### PROBLEM STATEMENT
Within the records that follow, restate exactly the lines from the line with "Give me a JSON index of this screenshot." down to the line with "Summarize the content", including both. Omit the pictures.

[Collected data entries]

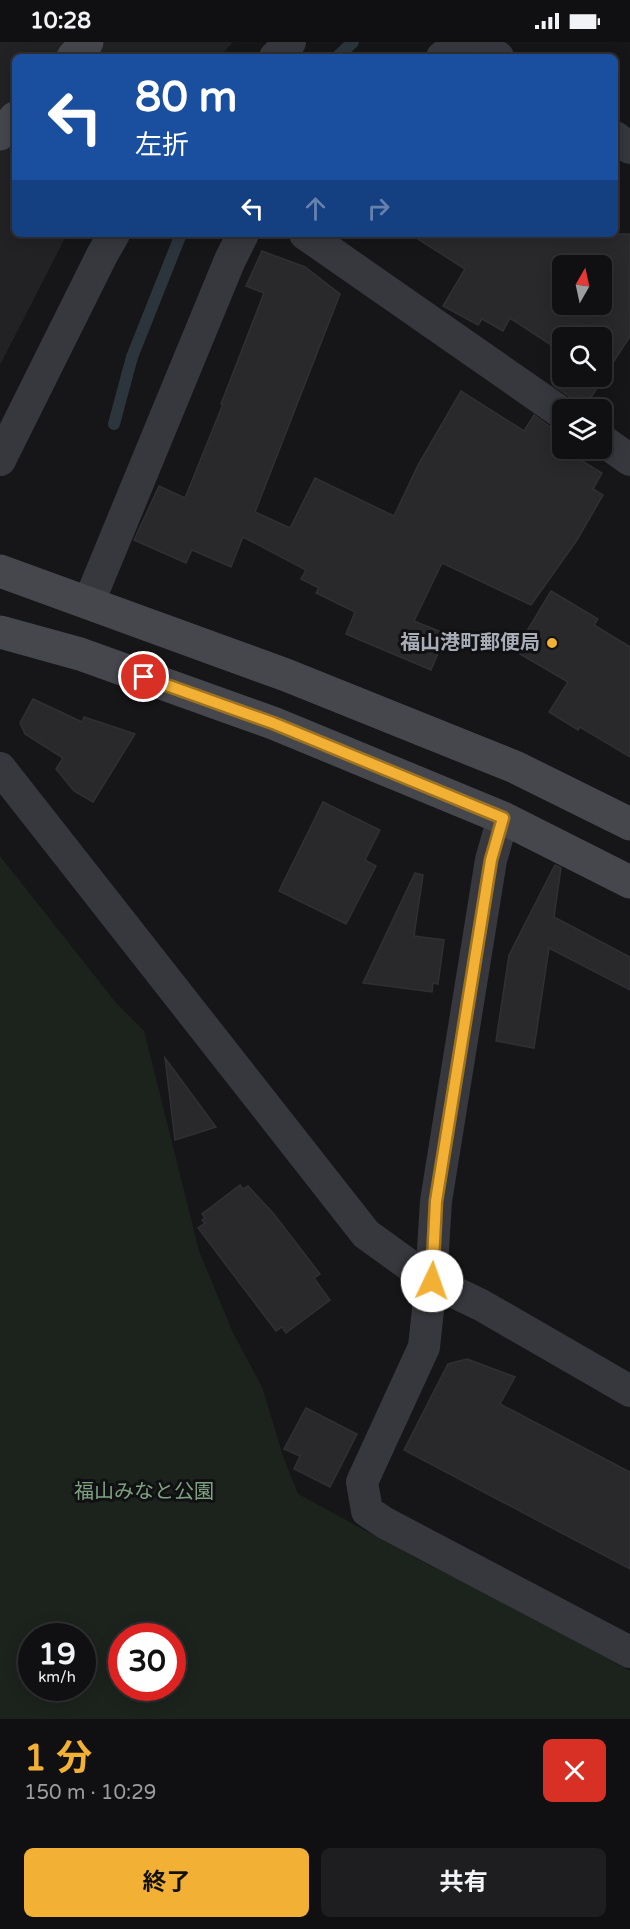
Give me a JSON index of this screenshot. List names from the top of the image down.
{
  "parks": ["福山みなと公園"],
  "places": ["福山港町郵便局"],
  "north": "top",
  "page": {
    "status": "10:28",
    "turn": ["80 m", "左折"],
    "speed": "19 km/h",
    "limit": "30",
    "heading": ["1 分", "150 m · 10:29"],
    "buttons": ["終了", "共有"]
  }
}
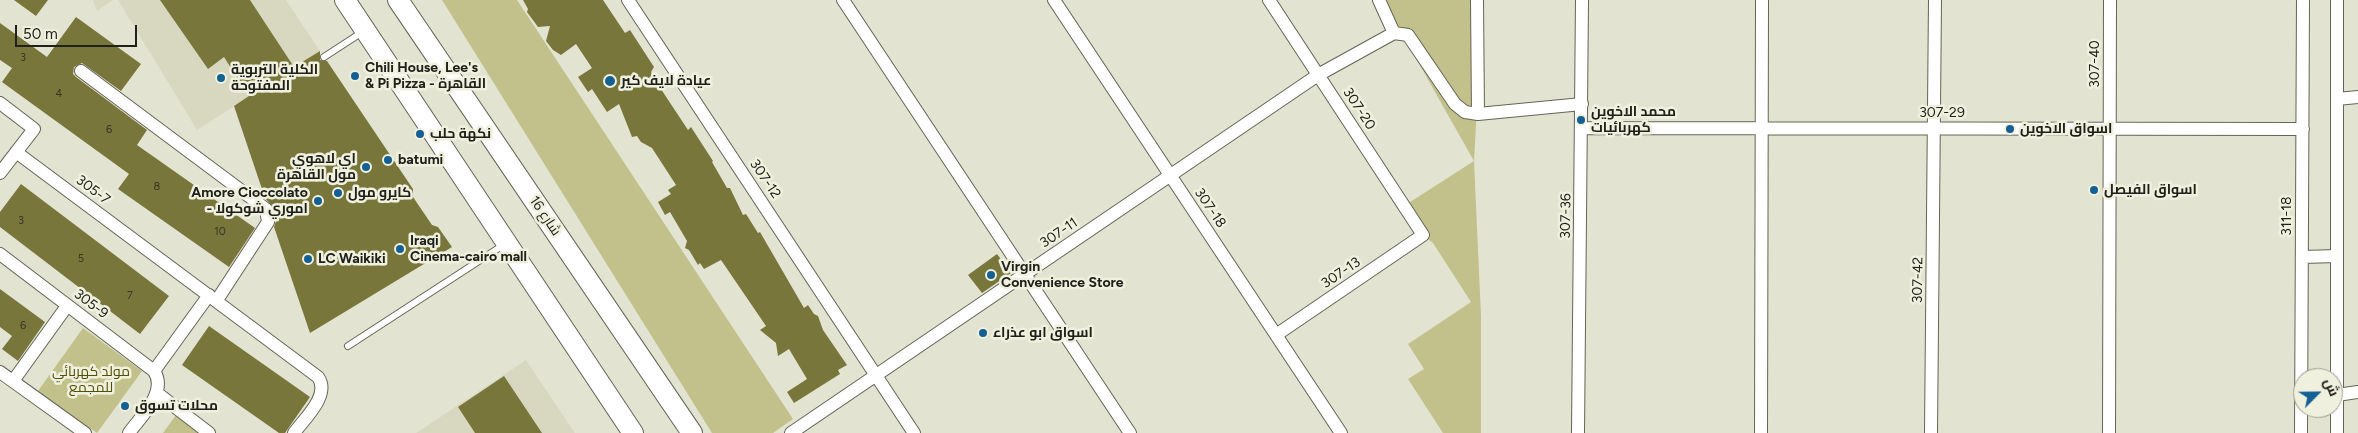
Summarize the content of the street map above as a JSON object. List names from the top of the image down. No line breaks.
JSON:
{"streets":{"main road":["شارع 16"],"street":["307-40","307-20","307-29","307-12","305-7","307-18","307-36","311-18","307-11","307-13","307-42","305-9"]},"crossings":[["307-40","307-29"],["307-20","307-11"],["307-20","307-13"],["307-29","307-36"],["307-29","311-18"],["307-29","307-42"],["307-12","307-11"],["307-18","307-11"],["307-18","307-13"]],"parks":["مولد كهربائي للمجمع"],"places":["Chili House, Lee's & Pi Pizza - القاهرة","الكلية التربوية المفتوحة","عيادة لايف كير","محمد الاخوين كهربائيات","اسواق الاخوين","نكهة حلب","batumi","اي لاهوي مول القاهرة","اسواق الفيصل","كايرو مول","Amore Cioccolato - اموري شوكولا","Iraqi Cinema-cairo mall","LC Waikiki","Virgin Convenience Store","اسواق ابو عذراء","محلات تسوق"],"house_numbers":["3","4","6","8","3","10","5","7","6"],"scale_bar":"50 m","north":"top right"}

...

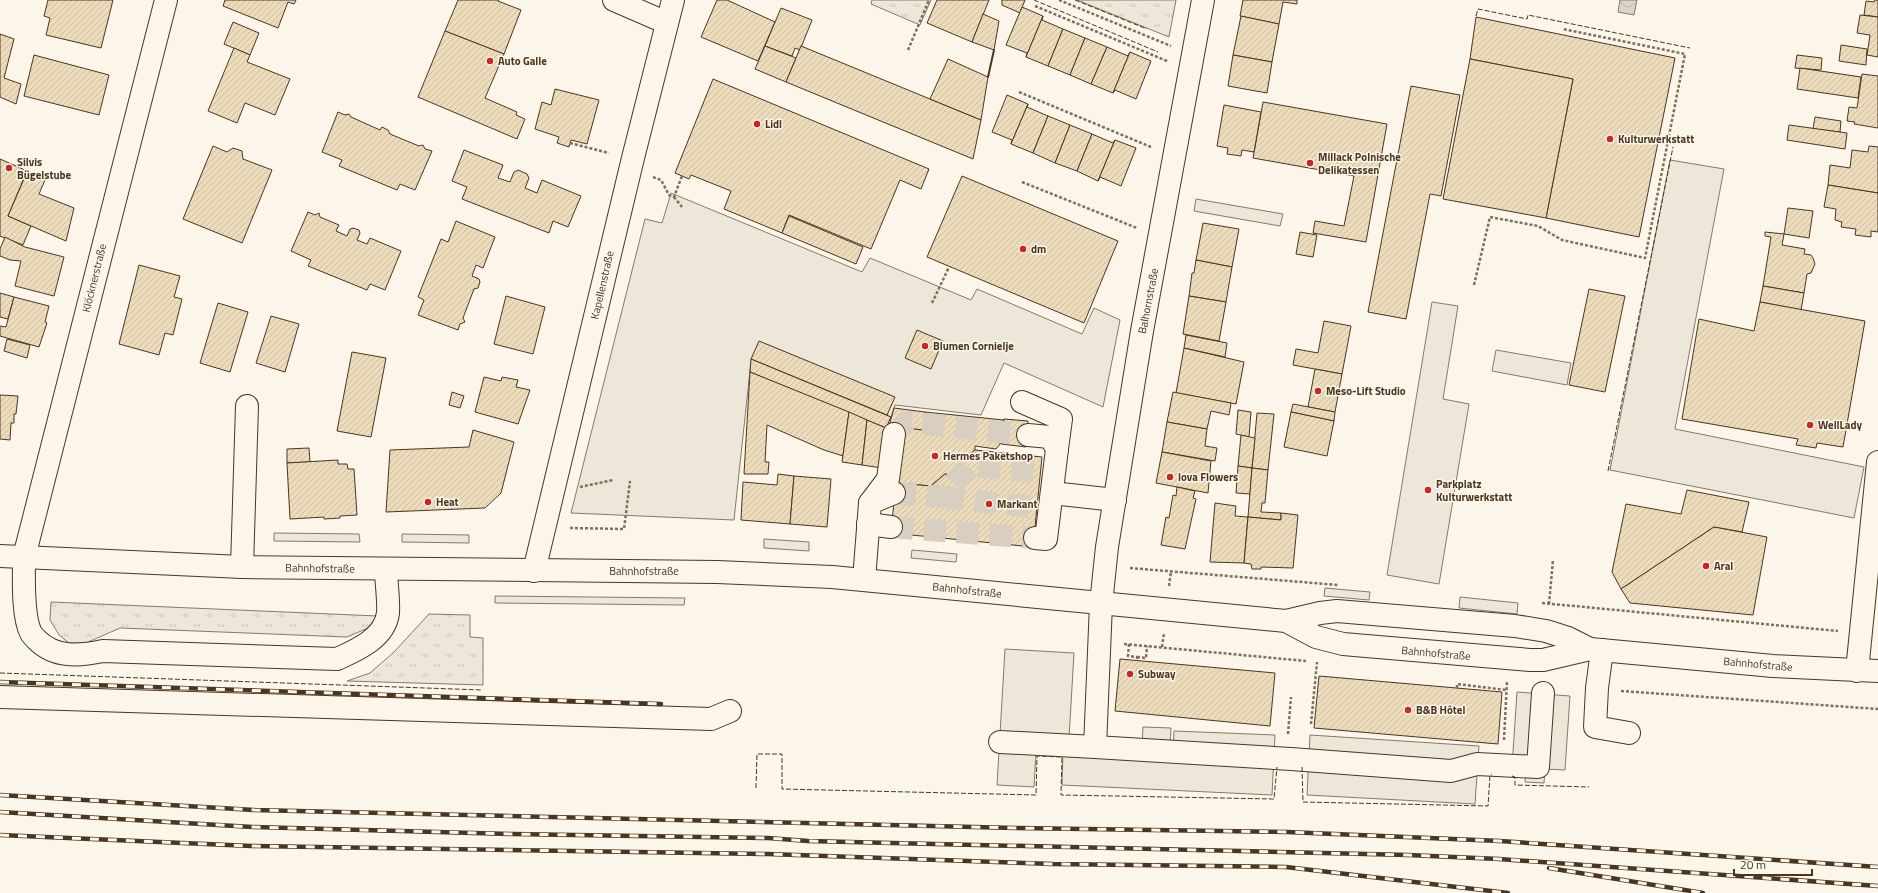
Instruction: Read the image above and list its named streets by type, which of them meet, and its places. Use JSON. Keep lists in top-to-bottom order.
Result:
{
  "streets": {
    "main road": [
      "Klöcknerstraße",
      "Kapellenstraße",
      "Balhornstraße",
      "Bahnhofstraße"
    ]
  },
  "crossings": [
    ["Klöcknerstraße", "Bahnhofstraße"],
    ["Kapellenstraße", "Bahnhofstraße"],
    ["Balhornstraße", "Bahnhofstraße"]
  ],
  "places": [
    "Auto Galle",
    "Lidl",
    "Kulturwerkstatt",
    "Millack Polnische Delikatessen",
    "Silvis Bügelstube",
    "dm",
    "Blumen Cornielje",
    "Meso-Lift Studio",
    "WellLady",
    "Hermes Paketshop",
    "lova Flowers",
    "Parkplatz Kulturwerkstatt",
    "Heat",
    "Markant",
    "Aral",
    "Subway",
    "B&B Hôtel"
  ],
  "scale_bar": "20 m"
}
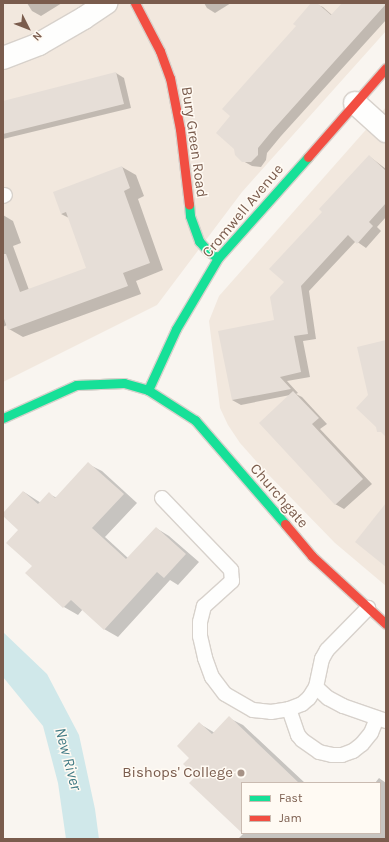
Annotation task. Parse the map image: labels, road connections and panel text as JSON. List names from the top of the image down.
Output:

...

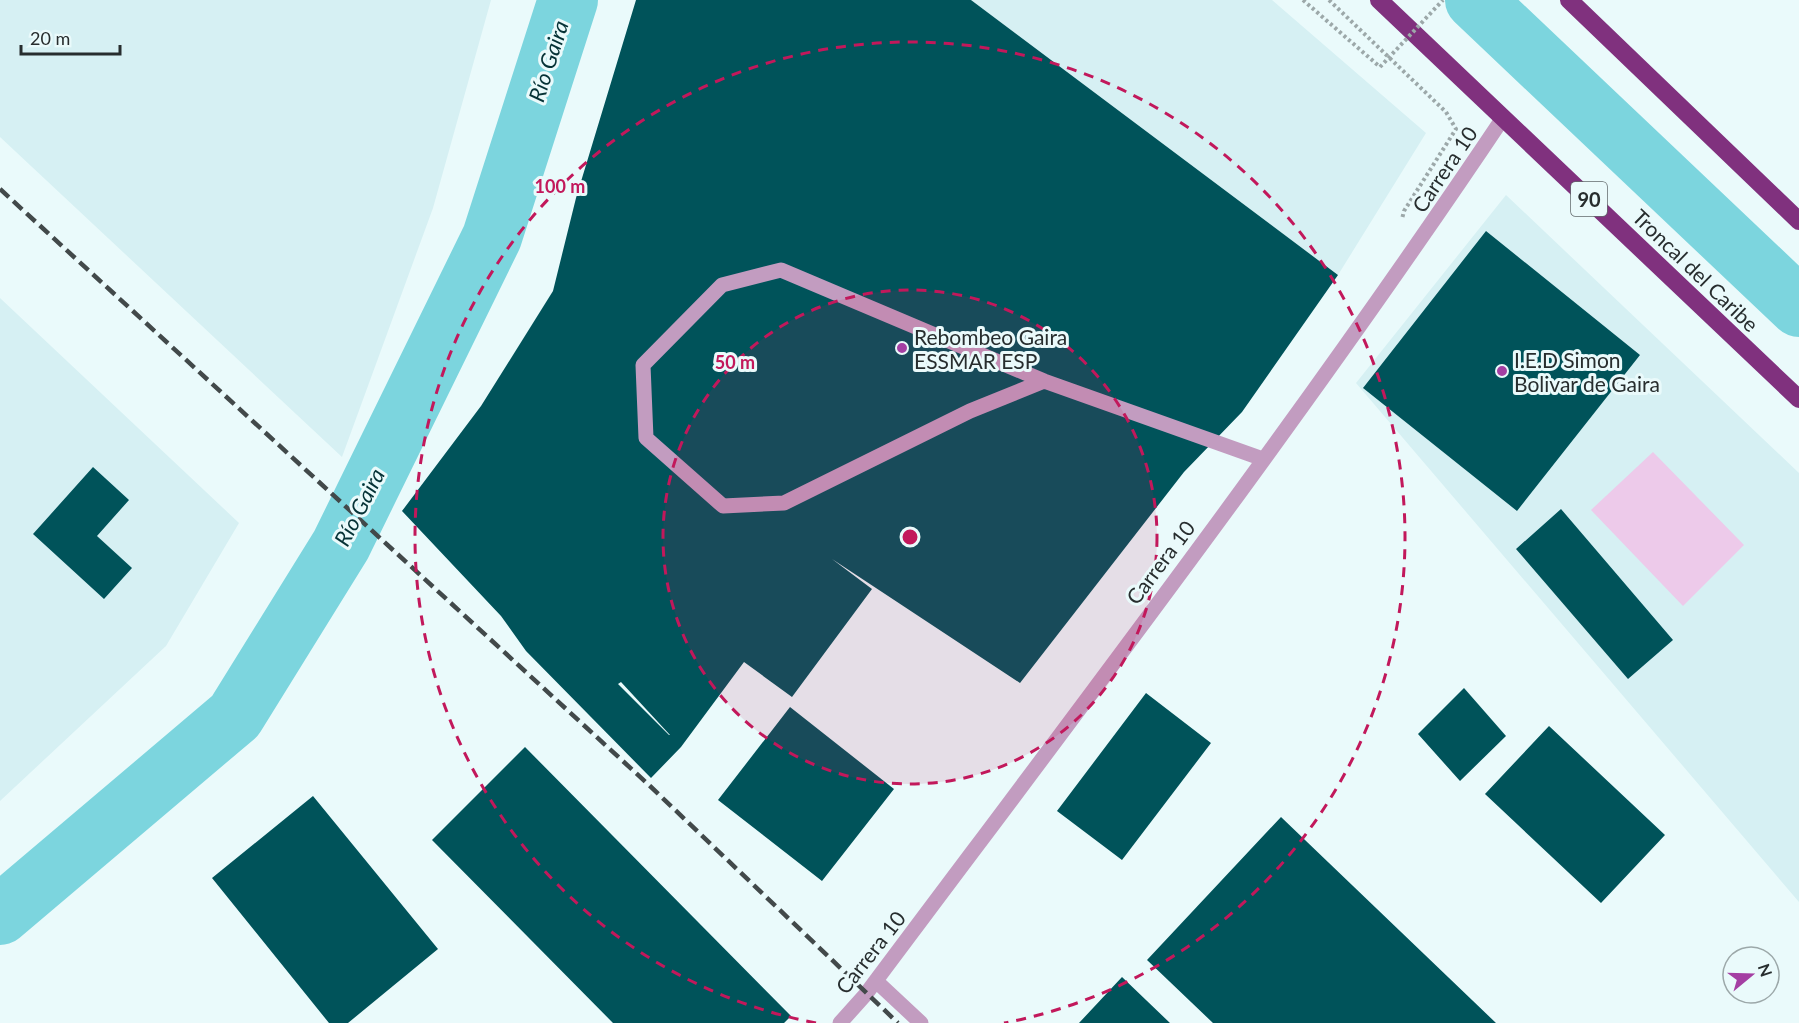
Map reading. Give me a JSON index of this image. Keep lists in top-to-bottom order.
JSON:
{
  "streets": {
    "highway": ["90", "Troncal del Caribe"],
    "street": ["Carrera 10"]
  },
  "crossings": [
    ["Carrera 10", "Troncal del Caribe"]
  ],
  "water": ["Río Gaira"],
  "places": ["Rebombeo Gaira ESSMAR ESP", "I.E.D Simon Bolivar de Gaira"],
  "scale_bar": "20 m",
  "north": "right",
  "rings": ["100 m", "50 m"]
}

### PROBLEM SOLUTION
Give me a JSON index of this screenshot. List names from the top of the image down.
{
  "parks": ["福山みなと公園"],
  "places": ["福山港町郵便局"],
  "north": "top",
  "page": {
    "status": "10:28",
    "turn": ["80 m", "左折"],
    "speed": "19 km/h",
    "limit": "30",
    "heading": ["1 分", "150 m · 10:29"],
    "buttons": ["終了", "共有"]
  }
}
Summarize the content of the street map above as a JSON object. List names from the top of the image down. No line breaks.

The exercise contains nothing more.